Operand size prefix in 16-bit mode

I'm trying to understand GAS's behavior of .code16.

From the manual, it seems in 16-bit section, for 32-bit operands or instructions, a 66H operand override prefix will be produced for the instruction encoding. Does that mean

.code16
movw %eax, %ebx

is legal in such mode? Then the code cannot run on 16-bit processor?


These are legal instructions for 80386+.

Starting with the 80386 we can use operandsize- and addresssize- override prefixes. Those prefixes can be used in combination with the 16 bit address mode and with the 32-bit address mode.

Additional it can be used with the real address mode and with the protected mode and the virtual 86 mode.

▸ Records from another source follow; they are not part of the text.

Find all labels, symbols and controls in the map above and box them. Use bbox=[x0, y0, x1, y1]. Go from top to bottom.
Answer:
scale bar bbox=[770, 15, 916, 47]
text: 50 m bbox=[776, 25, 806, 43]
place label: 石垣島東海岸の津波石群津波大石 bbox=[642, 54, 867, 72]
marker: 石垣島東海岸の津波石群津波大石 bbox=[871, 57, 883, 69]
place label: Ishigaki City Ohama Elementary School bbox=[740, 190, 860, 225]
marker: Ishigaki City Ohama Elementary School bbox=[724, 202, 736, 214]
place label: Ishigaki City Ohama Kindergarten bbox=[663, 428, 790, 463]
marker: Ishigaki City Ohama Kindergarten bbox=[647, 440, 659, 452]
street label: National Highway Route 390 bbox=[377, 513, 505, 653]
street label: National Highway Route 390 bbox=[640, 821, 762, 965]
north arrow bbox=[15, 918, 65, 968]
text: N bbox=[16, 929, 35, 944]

Those prefixes reverse the default operand size and/or the address size for one instruction in the code segment. The default operand size and the address size is specified by the D flag in the code-segment descriptor (or if there is no GDT/LDT, then we become the 16 bit address mode after the POST-process of the bios is done.)

With the 16 bit address mode we have to add those prefixes, if we want to use 32-bit operands and/or 32-bit addresses. Without those prefixes we can only use 16-bit addresses/operands in the 16-bit address mode.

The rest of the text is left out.